Greece's snap election next weekend will be a cliffhanger, with latest opinion polls on Sunday (local time) giving the radical left Syriza party only a razor-thin lead over its conservative rivals.

Greeks are voting for the fifth time in six years as former prime minister Alexis Tsipras seeks a fresh mandate to push through tough reforms pledged under a new 86-billion-euro international bailout.

But Sunday's election is likely to deliver a hung parliament and more unpopular eurozone-imposed austerity for crisis-weary Greeks, no matter who ends up in charge.

Opinion polls published a week ahead of the vote showed Tsipras' Syriza almost neck and neck with the main opposition conservative New Democracy party.

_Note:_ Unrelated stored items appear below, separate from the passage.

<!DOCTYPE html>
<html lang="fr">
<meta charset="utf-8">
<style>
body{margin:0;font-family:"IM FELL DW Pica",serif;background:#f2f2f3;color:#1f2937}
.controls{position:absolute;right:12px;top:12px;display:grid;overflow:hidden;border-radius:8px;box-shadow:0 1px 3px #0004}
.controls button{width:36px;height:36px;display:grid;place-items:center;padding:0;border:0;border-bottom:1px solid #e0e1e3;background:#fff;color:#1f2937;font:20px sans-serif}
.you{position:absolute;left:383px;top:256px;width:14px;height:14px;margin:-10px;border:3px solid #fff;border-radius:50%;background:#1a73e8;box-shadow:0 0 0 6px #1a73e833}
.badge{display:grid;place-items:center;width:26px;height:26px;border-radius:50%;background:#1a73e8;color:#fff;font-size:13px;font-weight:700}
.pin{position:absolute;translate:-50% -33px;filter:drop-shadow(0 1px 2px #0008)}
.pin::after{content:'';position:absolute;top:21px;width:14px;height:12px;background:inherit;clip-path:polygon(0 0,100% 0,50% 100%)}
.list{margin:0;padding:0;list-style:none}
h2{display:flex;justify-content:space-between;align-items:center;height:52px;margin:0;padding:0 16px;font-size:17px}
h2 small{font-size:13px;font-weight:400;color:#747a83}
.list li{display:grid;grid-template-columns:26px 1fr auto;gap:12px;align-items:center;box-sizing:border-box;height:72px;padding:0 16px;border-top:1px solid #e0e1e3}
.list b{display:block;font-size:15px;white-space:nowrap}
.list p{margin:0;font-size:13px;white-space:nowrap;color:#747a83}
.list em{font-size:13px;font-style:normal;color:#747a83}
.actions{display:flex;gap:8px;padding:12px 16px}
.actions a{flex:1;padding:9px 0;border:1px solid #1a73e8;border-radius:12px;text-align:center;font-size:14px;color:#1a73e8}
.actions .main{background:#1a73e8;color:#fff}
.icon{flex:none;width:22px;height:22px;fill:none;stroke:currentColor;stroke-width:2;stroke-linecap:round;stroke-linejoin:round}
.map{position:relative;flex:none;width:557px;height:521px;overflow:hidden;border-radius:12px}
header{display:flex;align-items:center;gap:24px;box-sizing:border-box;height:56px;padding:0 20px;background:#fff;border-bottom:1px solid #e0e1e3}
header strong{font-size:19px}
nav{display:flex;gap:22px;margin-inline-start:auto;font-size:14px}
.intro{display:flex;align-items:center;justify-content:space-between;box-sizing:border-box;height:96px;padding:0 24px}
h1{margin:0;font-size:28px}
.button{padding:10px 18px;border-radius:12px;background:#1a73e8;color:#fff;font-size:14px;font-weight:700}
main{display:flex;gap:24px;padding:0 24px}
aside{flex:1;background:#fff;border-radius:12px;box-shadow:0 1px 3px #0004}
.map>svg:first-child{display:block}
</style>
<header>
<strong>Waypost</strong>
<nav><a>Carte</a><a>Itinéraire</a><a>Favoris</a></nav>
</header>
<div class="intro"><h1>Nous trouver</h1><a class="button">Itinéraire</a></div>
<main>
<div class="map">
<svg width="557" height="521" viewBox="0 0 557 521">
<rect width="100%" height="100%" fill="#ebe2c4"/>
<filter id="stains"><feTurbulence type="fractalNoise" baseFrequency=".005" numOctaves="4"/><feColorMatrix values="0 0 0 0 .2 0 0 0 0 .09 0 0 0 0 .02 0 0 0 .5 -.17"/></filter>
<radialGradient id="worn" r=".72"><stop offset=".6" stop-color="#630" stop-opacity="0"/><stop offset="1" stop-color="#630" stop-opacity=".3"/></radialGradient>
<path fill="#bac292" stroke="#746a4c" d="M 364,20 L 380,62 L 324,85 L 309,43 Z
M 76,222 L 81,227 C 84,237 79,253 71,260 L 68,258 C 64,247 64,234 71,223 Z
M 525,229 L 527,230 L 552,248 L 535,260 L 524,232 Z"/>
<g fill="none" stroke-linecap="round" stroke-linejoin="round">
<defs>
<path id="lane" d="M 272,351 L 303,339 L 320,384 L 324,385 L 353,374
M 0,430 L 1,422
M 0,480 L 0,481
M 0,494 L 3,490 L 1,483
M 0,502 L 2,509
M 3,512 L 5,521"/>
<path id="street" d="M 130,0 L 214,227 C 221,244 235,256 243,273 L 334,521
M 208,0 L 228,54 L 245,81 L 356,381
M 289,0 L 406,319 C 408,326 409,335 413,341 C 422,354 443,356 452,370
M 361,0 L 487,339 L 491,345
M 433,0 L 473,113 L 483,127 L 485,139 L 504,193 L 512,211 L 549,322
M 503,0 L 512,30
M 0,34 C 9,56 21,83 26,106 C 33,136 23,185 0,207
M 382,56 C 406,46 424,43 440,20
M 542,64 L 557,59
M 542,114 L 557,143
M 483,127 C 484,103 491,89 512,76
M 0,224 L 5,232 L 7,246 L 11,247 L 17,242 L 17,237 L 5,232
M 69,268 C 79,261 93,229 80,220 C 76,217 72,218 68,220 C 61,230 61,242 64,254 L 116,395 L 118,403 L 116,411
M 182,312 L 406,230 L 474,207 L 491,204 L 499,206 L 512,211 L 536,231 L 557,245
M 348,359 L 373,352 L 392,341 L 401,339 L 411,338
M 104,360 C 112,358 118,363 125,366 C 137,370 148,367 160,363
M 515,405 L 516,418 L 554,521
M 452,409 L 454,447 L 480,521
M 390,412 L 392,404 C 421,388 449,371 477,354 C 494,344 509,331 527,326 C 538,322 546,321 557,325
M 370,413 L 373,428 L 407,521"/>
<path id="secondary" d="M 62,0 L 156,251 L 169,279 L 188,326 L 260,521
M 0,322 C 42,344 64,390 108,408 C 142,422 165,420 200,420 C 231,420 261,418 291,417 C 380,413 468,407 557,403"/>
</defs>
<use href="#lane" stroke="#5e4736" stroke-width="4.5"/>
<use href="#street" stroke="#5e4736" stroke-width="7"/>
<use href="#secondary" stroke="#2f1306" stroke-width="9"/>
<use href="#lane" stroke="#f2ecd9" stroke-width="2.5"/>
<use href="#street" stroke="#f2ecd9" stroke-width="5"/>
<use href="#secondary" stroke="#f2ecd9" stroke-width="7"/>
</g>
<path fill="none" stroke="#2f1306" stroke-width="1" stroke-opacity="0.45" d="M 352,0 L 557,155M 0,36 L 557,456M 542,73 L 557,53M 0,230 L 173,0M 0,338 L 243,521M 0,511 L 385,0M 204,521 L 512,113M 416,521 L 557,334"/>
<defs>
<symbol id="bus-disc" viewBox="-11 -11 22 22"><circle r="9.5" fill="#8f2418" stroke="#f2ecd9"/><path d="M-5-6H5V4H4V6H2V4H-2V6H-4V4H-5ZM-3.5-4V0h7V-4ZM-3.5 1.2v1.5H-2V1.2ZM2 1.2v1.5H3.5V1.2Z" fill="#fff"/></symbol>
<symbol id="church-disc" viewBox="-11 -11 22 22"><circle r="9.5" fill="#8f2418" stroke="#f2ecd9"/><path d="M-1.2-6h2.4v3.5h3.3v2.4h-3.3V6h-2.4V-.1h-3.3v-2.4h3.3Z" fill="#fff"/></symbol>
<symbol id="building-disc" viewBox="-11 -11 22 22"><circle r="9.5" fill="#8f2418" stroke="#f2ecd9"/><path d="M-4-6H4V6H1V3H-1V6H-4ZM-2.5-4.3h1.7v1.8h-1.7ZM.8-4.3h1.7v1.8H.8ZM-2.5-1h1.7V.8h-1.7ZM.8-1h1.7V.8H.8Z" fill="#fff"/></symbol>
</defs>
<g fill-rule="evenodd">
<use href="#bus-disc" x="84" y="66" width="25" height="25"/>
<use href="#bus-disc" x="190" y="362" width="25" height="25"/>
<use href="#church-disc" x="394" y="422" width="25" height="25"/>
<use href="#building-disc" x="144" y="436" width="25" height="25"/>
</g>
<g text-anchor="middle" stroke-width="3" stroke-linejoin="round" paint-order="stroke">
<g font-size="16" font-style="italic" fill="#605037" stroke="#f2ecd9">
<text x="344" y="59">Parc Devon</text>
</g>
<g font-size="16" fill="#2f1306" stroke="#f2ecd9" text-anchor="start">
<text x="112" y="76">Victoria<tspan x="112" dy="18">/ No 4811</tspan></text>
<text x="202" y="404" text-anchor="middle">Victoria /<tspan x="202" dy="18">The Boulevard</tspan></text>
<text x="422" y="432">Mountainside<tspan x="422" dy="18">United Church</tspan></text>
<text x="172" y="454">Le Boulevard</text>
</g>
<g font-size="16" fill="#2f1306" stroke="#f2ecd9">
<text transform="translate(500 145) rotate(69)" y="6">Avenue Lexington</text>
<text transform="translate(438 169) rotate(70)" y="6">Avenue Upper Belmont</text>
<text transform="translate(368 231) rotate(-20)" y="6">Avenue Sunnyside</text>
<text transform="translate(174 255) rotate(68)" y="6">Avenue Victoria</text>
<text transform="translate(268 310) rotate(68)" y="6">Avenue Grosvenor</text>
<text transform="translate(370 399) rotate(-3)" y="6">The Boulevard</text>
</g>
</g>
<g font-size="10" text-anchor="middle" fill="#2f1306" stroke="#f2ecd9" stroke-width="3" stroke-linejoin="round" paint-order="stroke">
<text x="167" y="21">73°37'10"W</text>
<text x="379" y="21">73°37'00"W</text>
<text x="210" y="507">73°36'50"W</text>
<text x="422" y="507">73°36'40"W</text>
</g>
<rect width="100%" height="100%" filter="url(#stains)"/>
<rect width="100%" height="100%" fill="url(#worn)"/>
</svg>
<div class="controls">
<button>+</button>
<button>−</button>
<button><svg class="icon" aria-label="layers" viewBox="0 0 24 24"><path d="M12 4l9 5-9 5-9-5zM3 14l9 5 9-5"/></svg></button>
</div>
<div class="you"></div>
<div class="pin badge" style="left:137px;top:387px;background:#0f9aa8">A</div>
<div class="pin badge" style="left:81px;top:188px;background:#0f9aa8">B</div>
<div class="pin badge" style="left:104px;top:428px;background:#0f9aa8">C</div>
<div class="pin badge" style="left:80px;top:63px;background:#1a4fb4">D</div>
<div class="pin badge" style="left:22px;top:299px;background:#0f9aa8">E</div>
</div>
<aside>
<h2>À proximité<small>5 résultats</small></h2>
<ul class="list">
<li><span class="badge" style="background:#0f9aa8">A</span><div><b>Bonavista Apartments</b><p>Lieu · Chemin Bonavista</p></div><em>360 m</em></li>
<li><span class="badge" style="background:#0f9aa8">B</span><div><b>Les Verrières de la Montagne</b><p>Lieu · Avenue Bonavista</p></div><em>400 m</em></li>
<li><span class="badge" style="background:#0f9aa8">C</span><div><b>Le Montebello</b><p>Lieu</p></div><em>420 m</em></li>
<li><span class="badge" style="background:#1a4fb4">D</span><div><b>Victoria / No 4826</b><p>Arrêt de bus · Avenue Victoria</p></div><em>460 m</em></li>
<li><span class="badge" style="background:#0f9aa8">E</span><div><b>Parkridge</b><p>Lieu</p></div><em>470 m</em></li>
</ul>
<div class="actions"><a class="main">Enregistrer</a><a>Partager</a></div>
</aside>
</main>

Syriza was set to win 25.9 percent of the vote against 25.5 percent for New Democracy, according to an MRB poll for the Real News newspaper, figures largely reflected in other surveys.

Another poll by Public Issue for Avghi - a pro-Syriza newspaper - predicted a tie with both parties at 31 percent.

It said 40 percent of respondents thought Tsipras was the best person to lead Greece against 37 percent who chose Evangelos Meimarakis, New Democracy's tough-talking leader.

Neo-Nazi party Golden Dawn, which is hoping to capitalise on Europe's burgeoning refugee crisis, remained the third party with support ranging from 6.4 to seven percent.

With neither Syriza nor New Democracy expected to win an outright majority, at least three other smaller parties - centrist To Potami, the Pasok socialists and the nationalist Independent Greeks - could find themselves in government.

The 41-year-old Tsipras, battling an internal revolt over the country's third massive bailout since 2010, quit his post in August, triggering an early election.